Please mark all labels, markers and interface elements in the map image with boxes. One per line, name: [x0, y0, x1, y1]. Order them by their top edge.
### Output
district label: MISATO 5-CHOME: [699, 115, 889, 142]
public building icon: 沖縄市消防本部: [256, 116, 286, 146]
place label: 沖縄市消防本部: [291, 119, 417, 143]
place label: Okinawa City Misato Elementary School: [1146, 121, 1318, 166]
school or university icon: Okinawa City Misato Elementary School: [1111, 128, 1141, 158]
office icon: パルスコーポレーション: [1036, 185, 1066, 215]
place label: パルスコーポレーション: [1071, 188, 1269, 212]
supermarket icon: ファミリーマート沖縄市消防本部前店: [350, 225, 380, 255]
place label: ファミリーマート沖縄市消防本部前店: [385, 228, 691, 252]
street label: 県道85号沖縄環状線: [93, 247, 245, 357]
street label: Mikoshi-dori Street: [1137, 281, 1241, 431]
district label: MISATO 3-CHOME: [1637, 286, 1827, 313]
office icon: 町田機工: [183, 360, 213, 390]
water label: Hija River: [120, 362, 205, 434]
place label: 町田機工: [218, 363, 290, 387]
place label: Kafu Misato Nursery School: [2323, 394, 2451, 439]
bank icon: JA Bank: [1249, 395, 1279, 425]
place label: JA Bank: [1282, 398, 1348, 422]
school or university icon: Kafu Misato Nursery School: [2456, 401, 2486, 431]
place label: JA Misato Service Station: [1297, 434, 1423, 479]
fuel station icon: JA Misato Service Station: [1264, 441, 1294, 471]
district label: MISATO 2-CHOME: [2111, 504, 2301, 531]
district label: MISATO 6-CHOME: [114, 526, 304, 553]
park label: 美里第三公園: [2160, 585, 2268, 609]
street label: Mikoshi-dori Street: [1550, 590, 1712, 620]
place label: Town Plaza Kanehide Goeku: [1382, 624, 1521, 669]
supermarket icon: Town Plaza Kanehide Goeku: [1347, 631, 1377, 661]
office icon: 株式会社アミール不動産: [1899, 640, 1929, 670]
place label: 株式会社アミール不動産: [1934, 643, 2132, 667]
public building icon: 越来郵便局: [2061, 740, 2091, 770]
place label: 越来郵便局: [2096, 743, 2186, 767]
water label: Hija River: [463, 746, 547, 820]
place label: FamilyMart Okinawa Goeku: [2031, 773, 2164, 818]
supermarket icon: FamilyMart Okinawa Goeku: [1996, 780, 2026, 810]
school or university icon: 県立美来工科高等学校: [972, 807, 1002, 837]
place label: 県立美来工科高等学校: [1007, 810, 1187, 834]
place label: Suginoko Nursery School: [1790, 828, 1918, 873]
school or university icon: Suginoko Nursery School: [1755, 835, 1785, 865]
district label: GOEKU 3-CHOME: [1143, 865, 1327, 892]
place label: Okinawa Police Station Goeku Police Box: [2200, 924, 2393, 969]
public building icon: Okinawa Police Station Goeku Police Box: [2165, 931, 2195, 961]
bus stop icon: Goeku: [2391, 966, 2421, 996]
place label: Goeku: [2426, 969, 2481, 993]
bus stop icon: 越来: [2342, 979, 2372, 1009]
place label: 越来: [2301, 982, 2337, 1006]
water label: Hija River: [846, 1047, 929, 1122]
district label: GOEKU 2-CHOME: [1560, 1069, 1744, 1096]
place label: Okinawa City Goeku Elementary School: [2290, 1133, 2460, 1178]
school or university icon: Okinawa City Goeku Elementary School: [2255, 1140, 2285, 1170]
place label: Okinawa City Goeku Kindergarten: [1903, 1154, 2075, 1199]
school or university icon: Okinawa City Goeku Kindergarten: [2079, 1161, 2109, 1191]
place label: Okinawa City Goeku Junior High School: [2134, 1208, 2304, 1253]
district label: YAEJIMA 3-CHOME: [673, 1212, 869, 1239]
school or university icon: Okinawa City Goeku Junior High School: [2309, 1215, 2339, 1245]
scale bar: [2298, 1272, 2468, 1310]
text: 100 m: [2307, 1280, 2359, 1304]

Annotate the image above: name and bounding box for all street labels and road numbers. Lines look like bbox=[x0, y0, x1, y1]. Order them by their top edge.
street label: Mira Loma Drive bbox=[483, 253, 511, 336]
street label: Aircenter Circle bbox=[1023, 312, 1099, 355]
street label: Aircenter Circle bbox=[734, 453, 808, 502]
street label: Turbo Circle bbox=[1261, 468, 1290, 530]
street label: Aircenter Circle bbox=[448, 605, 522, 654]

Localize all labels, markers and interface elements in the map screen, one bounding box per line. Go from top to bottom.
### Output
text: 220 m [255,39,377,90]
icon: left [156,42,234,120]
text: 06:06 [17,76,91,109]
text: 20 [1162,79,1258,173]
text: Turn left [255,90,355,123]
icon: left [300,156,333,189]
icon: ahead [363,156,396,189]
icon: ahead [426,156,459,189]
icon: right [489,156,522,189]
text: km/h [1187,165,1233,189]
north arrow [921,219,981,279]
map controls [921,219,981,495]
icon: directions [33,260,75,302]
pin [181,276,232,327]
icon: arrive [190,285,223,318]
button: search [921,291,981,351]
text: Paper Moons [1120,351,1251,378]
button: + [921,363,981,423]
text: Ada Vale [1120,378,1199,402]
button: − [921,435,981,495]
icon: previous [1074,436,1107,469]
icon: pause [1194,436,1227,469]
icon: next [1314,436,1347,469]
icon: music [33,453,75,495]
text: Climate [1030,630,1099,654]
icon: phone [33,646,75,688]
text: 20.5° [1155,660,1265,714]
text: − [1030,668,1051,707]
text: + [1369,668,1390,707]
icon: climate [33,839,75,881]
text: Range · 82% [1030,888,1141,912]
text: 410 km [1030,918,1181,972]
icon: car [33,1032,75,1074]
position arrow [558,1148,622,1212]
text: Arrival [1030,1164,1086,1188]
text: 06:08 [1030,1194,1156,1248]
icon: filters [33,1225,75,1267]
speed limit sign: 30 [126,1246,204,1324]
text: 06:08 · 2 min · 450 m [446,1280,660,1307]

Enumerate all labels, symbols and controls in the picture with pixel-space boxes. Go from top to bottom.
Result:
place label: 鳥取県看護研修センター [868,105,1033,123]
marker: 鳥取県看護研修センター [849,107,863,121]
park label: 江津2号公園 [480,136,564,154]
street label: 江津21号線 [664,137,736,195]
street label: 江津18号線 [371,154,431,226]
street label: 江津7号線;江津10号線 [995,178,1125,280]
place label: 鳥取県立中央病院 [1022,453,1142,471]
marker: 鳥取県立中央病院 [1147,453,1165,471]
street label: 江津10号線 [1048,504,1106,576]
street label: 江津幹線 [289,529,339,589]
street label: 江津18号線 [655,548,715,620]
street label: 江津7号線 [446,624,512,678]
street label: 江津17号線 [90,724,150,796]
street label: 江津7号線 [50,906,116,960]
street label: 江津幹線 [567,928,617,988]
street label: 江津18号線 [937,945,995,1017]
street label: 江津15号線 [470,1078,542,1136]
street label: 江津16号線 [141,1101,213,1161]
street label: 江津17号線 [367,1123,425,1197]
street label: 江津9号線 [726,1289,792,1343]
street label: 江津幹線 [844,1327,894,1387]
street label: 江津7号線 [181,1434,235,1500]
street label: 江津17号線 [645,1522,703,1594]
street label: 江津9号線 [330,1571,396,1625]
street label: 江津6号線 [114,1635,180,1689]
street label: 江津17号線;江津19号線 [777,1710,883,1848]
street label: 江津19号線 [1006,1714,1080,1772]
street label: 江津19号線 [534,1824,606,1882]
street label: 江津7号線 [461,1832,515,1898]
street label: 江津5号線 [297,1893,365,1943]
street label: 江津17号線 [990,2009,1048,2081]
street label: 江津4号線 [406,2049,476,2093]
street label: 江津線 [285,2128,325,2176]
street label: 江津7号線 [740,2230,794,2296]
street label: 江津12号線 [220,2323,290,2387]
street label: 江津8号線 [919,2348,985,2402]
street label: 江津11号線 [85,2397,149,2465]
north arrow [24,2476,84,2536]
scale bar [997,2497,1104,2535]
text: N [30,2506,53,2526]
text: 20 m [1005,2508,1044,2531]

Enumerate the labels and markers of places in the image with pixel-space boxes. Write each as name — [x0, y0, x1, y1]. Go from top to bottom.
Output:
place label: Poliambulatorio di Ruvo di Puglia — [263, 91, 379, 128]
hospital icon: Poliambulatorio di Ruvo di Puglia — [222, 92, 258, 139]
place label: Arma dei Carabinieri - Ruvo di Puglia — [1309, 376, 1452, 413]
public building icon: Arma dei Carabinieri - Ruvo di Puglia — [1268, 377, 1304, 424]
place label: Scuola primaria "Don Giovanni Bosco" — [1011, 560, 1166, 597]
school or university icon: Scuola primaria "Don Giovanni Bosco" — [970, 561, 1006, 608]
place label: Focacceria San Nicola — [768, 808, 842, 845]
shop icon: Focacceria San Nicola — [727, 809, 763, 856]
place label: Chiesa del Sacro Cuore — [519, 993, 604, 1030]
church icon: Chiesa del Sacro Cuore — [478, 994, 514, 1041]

════════════════════

- _EXERCISE OBJECTIVE_:
From the records above, transcribe without alteration every line from the one with "Annotate the image" to the one with "Localize all labels, markers", inclusive.

- _RESPONSE TO THIS EXERCISE_:
Annotate the image above: name and bounding box for all street labels and road numbers. Lines look like bbox=[x0, y0, x1, y1]. Order them by their top edge.
street label: Mira Loma Drive bbox=[483, 253, 511, 336]
street label: Aircenter Circle bbox=[1023, 312, 1099, 355]
street label: Aircenter Circle bbox=[734, 453, 808, 502]
street label: Turbo Circle bbox=[1261, 468, 1290, 530]
street label: Aircenter Circle bbox=[448, 605, 522, 654]

Localize all labels, markers and interface elements in the map screen, one bounding box per line. Go from top to bottom.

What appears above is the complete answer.